#### Description of the task:
The full listing below should be copied verbatim.

#### Extracted data:
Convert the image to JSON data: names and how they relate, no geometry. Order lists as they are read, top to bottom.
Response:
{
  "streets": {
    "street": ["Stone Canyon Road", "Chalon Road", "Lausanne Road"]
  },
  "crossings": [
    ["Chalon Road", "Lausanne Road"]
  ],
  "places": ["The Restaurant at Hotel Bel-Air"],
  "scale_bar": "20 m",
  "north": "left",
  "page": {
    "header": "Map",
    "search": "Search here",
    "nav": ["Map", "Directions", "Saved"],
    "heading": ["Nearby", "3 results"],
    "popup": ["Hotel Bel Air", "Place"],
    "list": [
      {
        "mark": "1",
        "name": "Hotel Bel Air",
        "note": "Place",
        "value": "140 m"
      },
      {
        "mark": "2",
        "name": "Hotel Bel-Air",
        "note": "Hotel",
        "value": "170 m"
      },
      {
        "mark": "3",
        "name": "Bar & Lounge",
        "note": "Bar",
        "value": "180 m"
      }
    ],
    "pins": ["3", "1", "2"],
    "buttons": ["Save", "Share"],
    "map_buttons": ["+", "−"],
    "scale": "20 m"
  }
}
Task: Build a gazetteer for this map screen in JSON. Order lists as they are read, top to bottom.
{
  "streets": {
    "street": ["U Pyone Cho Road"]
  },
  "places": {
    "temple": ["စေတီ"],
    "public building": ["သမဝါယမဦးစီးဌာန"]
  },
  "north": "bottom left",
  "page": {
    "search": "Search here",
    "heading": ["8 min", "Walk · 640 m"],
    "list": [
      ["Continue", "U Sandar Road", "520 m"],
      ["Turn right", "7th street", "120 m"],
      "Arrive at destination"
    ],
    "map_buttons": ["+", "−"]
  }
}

#### Response:
Convert the image to JSON data: names and how they relate, no geometry. Order lists as they are read, top to bottom.
Response:
{
  "streets": {
    "street": ["Stone Canyon Road", "Chalon Road", "Lausanne Road"]
  },
  "crossings": [
    ["Chalon Road", "Lausanne Road"]
  ],
  "places": ["The Restaurant at Hotel Bel-Air"],
  "scale_bar": "20 m",
  "north": "left",
  "page": {
    "header": "Map",
    "search": "Search here",
    "nav": ["Map", "Directions", "Saved"],
    "heading": ["Nearby", "3 results"],
    "popup": ["Hotel Bel Air", "Place"],
    "list": [
      {
        "mark": "1",
        "name": "Hotel Bel Air",
        "note": "Place",
        "value": "140 m"
      },
      {
        "mark": "2",
        "name": "Hotel Bel-Air",
        "note": "Hotel",
        "value": "170 m"
      },
      {
        "mark": "3",
        "name": "Bar & Lounge",
        "note": "Bar",
        "value": "180 m"
      }
    ],
    "pins": ["3", "1", "2"],
    "buttons": ["Save", "Share"],
    "map_buttons": ["+", "−"],
    "scale": "20 m"
  }
}
Task: Build a gazetteer for this map screen in JSON. Order lists as they are read, top to bottom.
{
  "streets": {
    "street": ["U Pyone Cho Road"]
  },
  "places": {
    "temple": ["စေတီ"],
    "public building": ["သမဝါယမဦးစီးဌာန"]
  },
  "north": "bottom left",
  "page": {
    "search": "Search here",
    "heading": ["8 min", "Walk · 640 m"],
    "list": [
      ["Continue", "U Sandar Road", "520 m"],
      ["Turn right", "7th street", "120 m"],
      "Arrive at destination"
    ],
    "map_buttons": ["+", "−"]
  }
}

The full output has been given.